2

Main Question: Should escaped backslashes also be stored in the database for Javascript and how well that would play with PHP's regex engine?

Details

I have a number of regex patterns which can be used to classify strings into various categories. An example is as below:

(^A)|(\(A)

This can recognize for example an "A" in the start of the string or if it is immediately after an opening bracket ( but not if it is anywhere else in the string.

  • DBC(ABC)AA

  • ABC(DBC)AA

My project uses these regex patterns in two languages PHP and Javascript.

I want to store these patterns in a MySQL database and since there is no datatype for regex, I thought I could store it as VARCHAR or TEXT.

The issue arises if I directly use strings in Javascript, the \( is counted only as ( as the \ backslash is used as an escape character. if this is used to create new RegExp it gives an error:

Uncaught SyntaxError: unterminated parenthetical

For example:

let regexstring = "(^A)|(\(A)";

console.log(regexstring); // outputs => "(^A)|((A)"

let regex = new RegExp(regexstring); // Gives Uncaught SyntaxError: unterminated parenthetical

Based on this answer in StackOverflow, the solution is to escape the backslashes like:

let regexstring = "(^A)|(\\(A)";

console.log(regexstring); // Outputs => "(^A)|(\\(A)"

regex = new RegExp(regexstring);

The question is therefore, should escaped backslashes also be stored in the database and how well that would play with PHP's regex engine?

Coola
  • 2,934
  • 2
  • 19
  • 43

1 Answers1

2

I would store the raw regular expression.

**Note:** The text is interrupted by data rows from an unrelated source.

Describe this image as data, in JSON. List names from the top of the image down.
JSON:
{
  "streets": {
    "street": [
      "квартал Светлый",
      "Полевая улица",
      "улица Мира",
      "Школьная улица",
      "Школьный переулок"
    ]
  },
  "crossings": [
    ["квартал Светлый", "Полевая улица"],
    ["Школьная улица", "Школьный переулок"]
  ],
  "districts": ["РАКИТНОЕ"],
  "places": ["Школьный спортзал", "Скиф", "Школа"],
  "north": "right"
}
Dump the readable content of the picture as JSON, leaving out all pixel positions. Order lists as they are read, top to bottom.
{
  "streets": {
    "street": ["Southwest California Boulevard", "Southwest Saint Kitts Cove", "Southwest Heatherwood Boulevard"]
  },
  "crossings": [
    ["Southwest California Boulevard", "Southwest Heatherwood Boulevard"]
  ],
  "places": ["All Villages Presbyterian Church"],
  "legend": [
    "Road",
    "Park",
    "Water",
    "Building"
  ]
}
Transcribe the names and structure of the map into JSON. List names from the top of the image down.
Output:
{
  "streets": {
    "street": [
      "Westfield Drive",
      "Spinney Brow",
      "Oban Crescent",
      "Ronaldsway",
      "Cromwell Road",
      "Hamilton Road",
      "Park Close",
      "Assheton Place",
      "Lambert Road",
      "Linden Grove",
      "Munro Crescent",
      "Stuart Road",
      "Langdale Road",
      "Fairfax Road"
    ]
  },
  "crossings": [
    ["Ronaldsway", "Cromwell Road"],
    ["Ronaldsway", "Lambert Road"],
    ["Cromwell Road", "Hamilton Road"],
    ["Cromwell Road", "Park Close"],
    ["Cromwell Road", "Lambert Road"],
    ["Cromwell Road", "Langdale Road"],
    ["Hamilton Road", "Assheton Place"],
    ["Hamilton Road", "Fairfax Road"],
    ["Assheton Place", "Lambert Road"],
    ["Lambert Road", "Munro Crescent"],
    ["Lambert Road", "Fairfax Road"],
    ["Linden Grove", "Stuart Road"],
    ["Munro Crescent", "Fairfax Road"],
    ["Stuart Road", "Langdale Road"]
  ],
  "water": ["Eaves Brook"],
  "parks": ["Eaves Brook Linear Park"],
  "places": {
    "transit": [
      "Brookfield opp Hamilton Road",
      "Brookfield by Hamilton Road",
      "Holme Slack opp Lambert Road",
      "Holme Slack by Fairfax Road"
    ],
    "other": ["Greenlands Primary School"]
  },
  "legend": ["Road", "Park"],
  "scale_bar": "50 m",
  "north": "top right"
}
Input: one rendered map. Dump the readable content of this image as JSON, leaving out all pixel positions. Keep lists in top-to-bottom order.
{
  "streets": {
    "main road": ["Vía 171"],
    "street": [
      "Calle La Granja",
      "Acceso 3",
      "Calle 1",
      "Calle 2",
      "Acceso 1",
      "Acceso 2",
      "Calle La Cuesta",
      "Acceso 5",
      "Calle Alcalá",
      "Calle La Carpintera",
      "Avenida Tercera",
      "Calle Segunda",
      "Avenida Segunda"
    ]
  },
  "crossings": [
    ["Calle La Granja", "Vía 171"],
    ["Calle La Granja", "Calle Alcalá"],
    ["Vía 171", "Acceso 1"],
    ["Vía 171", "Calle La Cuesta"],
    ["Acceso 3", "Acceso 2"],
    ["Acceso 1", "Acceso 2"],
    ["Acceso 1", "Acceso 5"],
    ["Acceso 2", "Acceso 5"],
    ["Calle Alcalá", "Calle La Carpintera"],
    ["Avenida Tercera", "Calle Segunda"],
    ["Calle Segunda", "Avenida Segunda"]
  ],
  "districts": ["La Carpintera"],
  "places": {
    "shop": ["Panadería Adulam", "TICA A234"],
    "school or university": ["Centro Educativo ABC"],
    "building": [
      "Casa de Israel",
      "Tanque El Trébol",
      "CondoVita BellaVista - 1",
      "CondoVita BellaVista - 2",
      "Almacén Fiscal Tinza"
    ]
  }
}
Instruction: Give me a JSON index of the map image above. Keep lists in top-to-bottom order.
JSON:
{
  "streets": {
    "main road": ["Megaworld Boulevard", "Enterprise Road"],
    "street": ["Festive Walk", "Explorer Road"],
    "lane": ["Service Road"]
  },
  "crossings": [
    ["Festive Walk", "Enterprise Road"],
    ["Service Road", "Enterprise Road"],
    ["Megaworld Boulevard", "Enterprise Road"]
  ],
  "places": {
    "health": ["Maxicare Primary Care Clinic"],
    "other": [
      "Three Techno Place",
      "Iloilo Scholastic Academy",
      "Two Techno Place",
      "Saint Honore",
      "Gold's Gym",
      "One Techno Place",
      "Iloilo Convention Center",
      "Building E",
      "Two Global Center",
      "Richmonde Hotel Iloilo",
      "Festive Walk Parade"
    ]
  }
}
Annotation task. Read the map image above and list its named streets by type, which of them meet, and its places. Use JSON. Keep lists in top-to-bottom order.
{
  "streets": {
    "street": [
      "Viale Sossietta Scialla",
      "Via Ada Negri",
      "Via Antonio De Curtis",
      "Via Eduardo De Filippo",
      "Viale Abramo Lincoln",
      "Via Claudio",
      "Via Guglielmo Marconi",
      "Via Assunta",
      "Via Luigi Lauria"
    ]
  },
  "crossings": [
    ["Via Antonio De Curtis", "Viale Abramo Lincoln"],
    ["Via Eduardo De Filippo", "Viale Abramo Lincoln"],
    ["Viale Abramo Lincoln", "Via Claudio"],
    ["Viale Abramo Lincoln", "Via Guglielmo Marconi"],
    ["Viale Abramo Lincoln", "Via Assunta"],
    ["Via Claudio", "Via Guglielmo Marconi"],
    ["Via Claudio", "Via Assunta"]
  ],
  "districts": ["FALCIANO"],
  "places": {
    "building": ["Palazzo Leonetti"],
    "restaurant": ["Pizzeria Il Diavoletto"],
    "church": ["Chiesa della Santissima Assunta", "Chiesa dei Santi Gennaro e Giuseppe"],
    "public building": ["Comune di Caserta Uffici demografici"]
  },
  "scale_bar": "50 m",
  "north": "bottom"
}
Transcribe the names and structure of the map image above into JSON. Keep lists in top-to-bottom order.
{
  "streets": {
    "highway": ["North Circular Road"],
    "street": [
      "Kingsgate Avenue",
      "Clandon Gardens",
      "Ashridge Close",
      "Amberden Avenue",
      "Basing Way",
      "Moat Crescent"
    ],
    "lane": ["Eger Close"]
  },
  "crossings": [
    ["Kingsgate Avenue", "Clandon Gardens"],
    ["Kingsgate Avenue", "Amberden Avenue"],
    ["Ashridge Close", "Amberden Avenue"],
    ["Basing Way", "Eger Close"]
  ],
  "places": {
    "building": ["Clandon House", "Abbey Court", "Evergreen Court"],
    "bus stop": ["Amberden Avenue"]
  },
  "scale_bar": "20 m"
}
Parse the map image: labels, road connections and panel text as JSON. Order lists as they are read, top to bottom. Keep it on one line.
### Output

The additional escape character is not actually part of the regex. It's there for JS to process the string correctly, because \ has a special meaning. You need to specify it when writing the string as "hardcoded" text. In fact, it would also be needed in the PHP side, if you were to use the same assignment technique in PHP, you would write it with the escape backslash:

$regexstring = "(^A)|(\\(A)";

You could also get rid of it if you changed the way you initialize regexstring in your JS:

<?
...
$regexstring = $results[0]["regexstring"];
?>

let regexstring = decodeURIComponent("<?=rawurlencode($regexstring);?>");
console.log(regexstring);

Another option is to just add the escaping backslashes in the PHP side:

<?
...
$regexstring = $results[0]["regexstring"];
$escapedRegexstring = str_replace('\', '\\', $regexstring);
?>

let regexstring = "<?=$escapedRegexstring;?>";

However, regardless of escaping, you should note that there are other differences in syntax between PHP's regex engine and the one used by JS, so you may end up having to maintain two copies anyway.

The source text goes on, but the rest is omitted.